All lines in the data below carrying the string "speed" are to be located and copied.

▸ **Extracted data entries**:

++++++++

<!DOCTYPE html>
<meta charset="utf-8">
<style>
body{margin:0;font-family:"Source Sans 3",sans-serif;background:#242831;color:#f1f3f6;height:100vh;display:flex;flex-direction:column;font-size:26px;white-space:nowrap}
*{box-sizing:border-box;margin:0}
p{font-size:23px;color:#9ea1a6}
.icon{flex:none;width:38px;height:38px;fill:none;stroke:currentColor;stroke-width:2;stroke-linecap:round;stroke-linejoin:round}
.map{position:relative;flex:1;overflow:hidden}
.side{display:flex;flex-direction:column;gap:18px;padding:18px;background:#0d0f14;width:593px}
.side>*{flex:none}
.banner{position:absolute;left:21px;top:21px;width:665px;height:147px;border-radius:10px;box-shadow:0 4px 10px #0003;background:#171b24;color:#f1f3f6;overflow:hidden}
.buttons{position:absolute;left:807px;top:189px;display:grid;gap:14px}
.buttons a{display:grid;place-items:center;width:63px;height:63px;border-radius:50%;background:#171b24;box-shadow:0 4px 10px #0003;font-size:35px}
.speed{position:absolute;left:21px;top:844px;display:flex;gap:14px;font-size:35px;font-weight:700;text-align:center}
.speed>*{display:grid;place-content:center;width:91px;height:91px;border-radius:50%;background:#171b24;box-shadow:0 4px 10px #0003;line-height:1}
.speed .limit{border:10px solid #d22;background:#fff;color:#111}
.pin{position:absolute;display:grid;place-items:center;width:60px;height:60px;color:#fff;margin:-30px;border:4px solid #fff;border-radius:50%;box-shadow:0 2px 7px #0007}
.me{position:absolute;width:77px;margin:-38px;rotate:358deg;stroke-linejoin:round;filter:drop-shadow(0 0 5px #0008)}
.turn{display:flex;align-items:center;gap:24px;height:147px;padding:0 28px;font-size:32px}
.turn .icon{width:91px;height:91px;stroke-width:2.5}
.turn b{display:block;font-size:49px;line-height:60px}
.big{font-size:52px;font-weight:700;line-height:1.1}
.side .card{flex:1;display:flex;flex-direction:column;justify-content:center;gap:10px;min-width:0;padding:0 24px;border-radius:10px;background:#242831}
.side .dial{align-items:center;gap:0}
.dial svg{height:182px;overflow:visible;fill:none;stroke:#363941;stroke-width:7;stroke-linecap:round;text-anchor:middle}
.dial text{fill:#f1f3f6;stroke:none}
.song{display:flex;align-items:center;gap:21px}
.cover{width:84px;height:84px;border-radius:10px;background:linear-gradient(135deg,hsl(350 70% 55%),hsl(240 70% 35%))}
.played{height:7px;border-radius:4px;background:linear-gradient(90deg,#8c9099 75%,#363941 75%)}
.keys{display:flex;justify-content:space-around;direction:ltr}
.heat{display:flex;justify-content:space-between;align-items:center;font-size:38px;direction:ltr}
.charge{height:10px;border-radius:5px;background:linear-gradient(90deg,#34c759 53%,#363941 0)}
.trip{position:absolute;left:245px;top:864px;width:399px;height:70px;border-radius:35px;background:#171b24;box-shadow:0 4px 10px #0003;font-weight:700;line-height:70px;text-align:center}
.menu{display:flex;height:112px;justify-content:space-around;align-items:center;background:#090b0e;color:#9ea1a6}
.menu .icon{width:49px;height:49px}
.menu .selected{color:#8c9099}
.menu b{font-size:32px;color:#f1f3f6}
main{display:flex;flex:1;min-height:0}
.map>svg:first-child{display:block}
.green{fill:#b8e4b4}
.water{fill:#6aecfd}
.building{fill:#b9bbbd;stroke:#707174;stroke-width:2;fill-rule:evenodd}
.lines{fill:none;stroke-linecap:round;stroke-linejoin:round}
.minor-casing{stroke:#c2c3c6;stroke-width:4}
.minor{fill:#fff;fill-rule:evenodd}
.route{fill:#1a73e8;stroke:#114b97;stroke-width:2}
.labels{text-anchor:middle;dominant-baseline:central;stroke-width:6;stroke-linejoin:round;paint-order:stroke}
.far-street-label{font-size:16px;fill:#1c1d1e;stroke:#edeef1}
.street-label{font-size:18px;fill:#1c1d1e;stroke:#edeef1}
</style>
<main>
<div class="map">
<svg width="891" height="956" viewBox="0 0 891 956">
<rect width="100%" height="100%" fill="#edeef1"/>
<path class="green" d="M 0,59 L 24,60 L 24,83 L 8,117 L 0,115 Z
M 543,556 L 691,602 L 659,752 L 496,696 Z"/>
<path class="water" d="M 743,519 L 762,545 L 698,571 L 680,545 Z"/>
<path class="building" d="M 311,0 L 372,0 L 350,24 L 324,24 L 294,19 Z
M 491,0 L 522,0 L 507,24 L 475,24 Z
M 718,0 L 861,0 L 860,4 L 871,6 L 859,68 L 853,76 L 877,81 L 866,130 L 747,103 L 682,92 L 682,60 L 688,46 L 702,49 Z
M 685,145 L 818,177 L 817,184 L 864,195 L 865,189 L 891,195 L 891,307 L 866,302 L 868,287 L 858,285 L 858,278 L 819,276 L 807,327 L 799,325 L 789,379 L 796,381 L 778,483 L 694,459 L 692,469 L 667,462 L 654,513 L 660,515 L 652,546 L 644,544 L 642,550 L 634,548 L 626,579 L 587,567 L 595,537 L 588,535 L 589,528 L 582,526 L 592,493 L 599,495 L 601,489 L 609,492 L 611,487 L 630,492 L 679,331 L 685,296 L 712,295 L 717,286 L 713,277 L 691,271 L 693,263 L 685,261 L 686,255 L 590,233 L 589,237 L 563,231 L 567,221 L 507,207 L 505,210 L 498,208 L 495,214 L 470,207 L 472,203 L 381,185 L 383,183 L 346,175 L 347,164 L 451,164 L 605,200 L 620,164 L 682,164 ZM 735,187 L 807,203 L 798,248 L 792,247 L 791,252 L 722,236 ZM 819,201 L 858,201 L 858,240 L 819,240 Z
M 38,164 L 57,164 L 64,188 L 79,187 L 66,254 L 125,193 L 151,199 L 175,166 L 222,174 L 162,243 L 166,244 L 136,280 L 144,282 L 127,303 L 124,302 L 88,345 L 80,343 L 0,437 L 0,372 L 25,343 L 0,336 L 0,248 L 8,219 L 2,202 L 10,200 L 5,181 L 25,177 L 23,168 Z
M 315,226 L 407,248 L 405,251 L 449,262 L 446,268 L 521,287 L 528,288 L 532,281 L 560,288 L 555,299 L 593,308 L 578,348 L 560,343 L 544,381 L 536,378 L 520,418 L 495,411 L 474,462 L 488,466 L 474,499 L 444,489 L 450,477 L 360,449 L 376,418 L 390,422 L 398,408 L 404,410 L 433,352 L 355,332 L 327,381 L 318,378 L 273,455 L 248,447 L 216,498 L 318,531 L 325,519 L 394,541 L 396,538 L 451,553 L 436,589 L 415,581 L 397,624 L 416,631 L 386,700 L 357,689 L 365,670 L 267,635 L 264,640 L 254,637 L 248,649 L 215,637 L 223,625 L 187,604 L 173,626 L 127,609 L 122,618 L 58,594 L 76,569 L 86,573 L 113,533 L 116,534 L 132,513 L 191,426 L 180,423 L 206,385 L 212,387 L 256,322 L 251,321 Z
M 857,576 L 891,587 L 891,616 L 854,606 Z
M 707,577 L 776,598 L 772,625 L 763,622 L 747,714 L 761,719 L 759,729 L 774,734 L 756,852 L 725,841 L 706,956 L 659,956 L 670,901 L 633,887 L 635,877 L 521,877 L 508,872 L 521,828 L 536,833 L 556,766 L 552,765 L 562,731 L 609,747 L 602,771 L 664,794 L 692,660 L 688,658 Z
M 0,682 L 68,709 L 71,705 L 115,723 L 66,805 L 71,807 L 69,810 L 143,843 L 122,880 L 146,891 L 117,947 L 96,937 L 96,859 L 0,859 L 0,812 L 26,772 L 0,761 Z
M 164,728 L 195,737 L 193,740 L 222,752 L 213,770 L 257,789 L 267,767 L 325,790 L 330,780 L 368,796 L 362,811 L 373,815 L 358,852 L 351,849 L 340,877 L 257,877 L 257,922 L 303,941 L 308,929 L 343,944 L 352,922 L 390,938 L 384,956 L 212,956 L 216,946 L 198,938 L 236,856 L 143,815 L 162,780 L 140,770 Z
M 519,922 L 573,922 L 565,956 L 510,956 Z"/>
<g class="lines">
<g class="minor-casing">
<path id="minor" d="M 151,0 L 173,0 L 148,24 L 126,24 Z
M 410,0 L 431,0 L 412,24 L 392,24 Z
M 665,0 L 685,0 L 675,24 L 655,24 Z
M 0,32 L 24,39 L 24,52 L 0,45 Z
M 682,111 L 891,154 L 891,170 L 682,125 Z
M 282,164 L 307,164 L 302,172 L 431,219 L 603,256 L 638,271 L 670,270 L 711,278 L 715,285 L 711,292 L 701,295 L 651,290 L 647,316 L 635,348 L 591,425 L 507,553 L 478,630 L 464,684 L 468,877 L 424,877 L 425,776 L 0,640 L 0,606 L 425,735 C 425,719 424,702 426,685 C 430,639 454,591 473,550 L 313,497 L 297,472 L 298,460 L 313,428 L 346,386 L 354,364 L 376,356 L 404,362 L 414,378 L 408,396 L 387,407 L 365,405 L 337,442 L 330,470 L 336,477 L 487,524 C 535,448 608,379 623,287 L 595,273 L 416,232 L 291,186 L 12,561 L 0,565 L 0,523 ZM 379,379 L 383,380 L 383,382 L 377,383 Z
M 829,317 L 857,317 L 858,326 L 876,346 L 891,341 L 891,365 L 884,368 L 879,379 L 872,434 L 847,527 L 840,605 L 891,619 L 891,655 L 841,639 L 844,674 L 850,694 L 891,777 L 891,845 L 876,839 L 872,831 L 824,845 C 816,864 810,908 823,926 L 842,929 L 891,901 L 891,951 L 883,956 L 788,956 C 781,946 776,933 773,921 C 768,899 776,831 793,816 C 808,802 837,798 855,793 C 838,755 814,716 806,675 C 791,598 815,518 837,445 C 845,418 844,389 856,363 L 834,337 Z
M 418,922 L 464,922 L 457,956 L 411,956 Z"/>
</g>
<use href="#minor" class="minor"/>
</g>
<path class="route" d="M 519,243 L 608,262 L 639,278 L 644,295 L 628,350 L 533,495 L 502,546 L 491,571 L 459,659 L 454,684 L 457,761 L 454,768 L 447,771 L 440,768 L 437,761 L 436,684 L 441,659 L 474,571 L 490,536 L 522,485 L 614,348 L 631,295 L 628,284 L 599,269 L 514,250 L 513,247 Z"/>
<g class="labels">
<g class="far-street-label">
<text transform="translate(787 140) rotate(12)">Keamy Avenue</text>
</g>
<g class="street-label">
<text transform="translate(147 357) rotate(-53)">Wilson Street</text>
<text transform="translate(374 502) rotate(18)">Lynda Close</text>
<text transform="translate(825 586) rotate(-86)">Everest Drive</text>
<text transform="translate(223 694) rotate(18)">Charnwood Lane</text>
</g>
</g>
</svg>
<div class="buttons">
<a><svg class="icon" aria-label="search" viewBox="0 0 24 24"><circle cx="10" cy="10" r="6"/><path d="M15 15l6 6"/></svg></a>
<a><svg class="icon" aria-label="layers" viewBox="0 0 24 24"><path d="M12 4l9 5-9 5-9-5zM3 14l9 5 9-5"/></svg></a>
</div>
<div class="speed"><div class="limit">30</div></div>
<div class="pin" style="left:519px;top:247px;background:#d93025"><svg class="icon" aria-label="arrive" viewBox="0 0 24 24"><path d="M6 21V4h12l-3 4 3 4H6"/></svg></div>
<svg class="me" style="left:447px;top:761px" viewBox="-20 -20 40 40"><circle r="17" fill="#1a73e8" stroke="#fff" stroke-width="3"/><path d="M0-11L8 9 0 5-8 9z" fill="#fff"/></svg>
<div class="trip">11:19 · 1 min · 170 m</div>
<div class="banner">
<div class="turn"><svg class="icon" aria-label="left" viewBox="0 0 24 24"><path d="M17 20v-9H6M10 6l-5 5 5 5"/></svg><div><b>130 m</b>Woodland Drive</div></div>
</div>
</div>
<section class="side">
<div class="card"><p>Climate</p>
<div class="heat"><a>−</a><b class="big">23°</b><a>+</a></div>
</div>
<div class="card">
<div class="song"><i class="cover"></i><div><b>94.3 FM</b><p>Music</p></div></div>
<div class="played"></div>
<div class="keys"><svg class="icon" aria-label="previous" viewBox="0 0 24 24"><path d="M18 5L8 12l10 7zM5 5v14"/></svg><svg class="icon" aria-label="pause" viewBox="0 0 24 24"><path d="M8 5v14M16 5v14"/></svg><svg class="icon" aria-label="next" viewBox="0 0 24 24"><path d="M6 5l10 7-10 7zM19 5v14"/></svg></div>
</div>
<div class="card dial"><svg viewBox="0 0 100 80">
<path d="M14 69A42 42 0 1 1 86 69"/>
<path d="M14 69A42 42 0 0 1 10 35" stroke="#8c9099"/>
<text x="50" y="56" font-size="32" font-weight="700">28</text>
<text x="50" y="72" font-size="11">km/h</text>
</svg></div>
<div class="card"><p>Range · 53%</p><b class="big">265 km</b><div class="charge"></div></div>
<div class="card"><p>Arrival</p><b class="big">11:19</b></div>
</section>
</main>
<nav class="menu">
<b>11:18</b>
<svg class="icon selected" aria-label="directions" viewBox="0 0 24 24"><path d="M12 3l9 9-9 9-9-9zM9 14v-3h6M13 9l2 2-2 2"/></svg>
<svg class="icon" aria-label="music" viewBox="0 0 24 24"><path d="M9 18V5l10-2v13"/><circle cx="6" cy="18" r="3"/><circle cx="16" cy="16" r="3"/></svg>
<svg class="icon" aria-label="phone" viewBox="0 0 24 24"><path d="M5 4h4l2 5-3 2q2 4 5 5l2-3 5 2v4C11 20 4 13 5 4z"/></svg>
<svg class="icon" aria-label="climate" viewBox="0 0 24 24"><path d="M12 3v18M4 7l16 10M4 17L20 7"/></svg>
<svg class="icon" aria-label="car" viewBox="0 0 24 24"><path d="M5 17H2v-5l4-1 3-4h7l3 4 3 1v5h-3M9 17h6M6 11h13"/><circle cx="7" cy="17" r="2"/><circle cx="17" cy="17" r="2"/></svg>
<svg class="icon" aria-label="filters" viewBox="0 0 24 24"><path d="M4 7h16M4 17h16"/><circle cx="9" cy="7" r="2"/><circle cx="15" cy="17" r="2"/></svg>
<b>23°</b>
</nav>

++++++++

▸ **Answer to this problem**:
.speed{position:absolute;left:21px;top:844px;display:flex;gap:14px;font-size:35px;font-weight:700;text-align:center}
.speed>*{display:grid;place-content:center;width:91px;height:91px;border-radius:50%;background:#171b24;box-shadow:0 4px 10px #0003;line-height:1}
.speed .limit{border:10px solid #d22;background:#fff;color:#111}
<div class="speed"><div class="limit">30</div></div>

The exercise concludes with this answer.